Dataset entries
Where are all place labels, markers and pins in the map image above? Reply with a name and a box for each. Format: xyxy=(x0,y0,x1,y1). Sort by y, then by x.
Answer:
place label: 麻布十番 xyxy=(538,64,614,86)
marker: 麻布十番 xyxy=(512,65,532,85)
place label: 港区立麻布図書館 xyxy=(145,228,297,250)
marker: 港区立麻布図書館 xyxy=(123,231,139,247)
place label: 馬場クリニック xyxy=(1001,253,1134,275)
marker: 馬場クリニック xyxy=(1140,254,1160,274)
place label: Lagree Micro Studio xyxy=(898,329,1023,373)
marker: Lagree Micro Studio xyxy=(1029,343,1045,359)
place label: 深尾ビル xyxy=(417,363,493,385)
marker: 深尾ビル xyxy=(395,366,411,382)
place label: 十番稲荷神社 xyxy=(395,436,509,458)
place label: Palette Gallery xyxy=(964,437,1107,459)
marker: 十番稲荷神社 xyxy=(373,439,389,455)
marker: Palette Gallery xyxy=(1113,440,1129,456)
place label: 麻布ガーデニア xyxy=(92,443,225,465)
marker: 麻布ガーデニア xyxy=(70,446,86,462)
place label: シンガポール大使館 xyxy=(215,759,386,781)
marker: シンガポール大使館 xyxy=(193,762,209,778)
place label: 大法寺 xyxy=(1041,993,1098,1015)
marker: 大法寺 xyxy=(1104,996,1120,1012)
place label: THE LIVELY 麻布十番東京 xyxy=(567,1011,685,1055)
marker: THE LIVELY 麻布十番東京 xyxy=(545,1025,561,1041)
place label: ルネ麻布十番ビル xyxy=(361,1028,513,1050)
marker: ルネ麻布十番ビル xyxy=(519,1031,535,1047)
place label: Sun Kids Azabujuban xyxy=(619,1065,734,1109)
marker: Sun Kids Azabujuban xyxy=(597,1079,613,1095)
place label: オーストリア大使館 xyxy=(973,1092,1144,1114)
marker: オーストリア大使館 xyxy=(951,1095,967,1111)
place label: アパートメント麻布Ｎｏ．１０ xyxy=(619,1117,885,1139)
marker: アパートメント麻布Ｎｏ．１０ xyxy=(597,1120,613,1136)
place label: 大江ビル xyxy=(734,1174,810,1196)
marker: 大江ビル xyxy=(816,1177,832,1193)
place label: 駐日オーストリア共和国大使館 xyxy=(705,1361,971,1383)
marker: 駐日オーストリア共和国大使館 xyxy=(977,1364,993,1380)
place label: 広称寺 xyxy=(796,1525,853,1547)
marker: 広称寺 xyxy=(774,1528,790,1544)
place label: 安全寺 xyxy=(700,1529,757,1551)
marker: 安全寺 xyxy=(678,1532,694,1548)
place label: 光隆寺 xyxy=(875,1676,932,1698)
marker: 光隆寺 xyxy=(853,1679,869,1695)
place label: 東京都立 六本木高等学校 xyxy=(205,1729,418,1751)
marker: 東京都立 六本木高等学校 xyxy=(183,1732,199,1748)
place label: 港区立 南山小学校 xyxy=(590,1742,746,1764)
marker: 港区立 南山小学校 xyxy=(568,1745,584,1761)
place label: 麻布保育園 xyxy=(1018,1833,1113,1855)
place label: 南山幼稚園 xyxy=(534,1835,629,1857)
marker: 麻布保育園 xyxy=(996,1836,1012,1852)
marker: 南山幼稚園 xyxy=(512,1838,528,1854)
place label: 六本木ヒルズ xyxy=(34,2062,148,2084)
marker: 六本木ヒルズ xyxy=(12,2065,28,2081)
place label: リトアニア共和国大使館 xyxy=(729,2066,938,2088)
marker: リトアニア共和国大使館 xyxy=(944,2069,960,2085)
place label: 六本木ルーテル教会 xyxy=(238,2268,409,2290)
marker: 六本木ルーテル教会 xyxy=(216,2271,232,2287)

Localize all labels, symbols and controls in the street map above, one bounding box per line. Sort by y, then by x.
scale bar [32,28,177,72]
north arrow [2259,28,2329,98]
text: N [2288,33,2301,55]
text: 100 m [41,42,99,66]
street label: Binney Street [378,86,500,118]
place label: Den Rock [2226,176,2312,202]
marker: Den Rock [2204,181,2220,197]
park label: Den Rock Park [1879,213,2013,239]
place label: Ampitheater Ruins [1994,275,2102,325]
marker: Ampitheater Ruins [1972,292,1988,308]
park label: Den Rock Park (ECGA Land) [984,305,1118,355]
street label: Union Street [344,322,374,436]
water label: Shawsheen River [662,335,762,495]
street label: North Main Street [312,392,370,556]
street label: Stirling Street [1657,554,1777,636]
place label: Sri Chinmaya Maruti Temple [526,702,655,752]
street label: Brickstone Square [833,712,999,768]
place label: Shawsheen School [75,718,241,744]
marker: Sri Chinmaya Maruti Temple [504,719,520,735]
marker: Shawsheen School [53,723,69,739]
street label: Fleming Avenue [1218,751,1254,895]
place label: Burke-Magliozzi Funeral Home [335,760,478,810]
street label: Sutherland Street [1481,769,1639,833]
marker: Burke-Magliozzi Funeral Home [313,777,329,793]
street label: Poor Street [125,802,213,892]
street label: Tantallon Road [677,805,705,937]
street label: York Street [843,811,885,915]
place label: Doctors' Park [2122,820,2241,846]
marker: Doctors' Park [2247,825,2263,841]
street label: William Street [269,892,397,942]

:: Assignment ::
Transcribe the data above in full, exactly as it appears.

:: Solution for this problem ::
Where are all place labels, markers and pins in the map image above? Reply with a name and a box for each. Format: xyxy=(x0,y0,x1,y1). Sort by y, then by x.
Answer:
place label: 麻布十番 xyxy=(538,64,614,86)
marker: 麻布十番 xyxy=(512,65,532,85)
place label: 港区立麻布図書館 xyxy=(145,228,297,250)
marker: 港区立麻布図書館 xyxy=(123,231,139,247)
place label: 馬場クリニック xyxy=(1001,253,1134,275)
marker: 馬場クリニック xyxy=(1140,254,1160,274)
place label: Lagree Micro Studio xyxy=(898,329,1023,373)
marker: Lagree Micro Studio xyxy=(1029,343,1045,359)
place label: 深尾ビル xyxy=(417,363,493,385)
marker: 深尾ビル xyxy=(395,366,411,382)
place label: 十番稲荷神社 xyxy=(395,436,509,458)
place label: Palette Gallery xyxy=(964,437,1107,459)
marker: 十番稲荷神社 xyxy=(373,439,389,455)
marker: Palette Gallery xyxy=(1113,440,1129,456)
place label: 麻布ガーデニア xyxy=(92,443,225,465)
marker: 麻布ガーデニア xyxy=(70,446,86,462)
place label: シンガポール大使館 xyxy=(215,759,386,781)
marker: シンガポール大使館 xyxy=(193,762,209,778)
place label: 大法寺 xyxy=(1041,993,1098,1015)
marker: 大法寺 xyxy=(1104,996,1120,1012)
place label: THE LIVELY 麻布十番東京 xyxy=(567,1011,685,1055)
marker: THE LIVELY 麻布十番東京 xyxy=(545,1025,561,1041)
place label: ルネ麻布十番ビル xyxy=(361,1028,513,1050)
marker: ルネ麻布十番ビル xyxy=(519,1031,535,1047)
place label: Sun Kids Azabujuban xyxy=(619,1065,734,1109)
marker: Sun Kids Azabujuban xyxy=(597,1079,613,1095)
place label: オーストリア大使館 xyxy=(973,1092,1144,1114)
marker: オーストリア大使館 xyxy=(951,1095,967,1111)
place label: アパートメント麻布Ｎｏ．１０ xyxy=(619,1117,885,1139)
marker: アパートメント麻布Ｎｏ．１０ xyxy=(597,1120,613,1136)
place label: 大江ビル xyxy=(734,1174,810,1196)
marker: 大江ビル xyxy=(816,1177,832,1193)
place label: 駐日オーストリア共和国大使館 xyxy=(705,1361,971,1383)
marker: 駐日オーストリア共和国大使館 xyxy=(977,1364,993,1380)
place label: 広称寺 xyxy=(796,1525,853,1547)
marker: 広称寺 xyxy=(774,1528,790,1544)
place label: 安全寺 xyxy=(700,1529,757,1551)
marker: 安全寺 xyxy=(678,1532,694,1548)
place label: 光隆寺 xyxy=(875,1676,932,1698)
marker: 光隆寺 xyxy=(853,1679,869,1695)
place label: 東京都立 六本木高等学校 xyxy=(205,1729,418,1751)
marker: 東京都立 六本木高等学校 xyxy=(183,1732,199,1748)
place label: 港区立 南山小学校 xyxy=(590,1742,746,1764)
marker: 港区立 南山小学校 xyxy=(568,1745,584,1761)
place label: 麻布保育園 xyxy=(1018,1833,1113,1855)
place label: 南山幼稚園 xyxy=(534,1835,629,1857)
marker: 麻布保育園 xyxy=(996,1836,1012,1852)
marker: 南山幼稚園 xyxy=(512,1838,528,1854)
place label: 六本木ヒルズ xyxy=(34,2062,148,2084)
marker: 六本木ヒルズ xyxy=(12,2065,28,2081)
place label: リトアニア共和国大使館 xyxy=(729,2066,938,2088)
marker: リトアニア共和国大使館 xyxy=(944,2069,960,2085)
place label: 六本木ルーテル教会 xyxy=(238,2268,409,2290)
marker: 六本木ルーテル教会 xyxy=(216,2271,232,2287)

Localize all labels, symbols and controls in the street map above, one bounding box per line. Sort by y, then by x.
scale bar [32,28,177,72]
north arrow [2259,28,2329,98]
text: N [2288,33,2301,55]
text: 100 m [41,42,99,66]
street label: Binney Street [378,86,500,118]
place label: Den Rock [2226,176,2312,202]
marker: Den Rock [2204,181,2220,197]
park label: Den Rock Park [1879,213,2013,239]
place label: Ampitheater Ruins [1994,275,2102,325]
marker: Ampitheater Ruins [1972,292,1988,308]
park label: Den Rock Park (ECGA Land) [984,305,1118,355]
street label: Union Street [344,322,374,436]
water label: Shawsheen River [662,335,762,495]
street label: North Main Street [312,392,370,556]
street label: Stirling Street [1657,554,1777,636]
place label: Sri Chinmaya Maruti Temple [526,702,655,752]
street label: Brickstone Square [833,712,999,768]
place label: Shawsheen School [75,718,241,744]
marker: Sri Chinmaya Maruti Temple [504,719,520,735]
marker: Shawsheen School [53,723,69,739]
street label: Fleming Avenue [1218,751,1254,895]
place label: Burke-Magliozzi Funeral Home [335,760,478,810]
street label: Sutherland Street [1481,769,1639,833]
marker: Burke-Magliozzi Funeral Home [313,777,329,793]
street label: Poor Street [125,802,213,892]
street label: Tantallon Road [677,805,705,937]
street label: York Street [843,811,885,915]
place label: Doctors' Park [2122,820,2241,846]
marker: Doctors' Park [2247,825,2263,841]
street label: William Street [269,892,397,942]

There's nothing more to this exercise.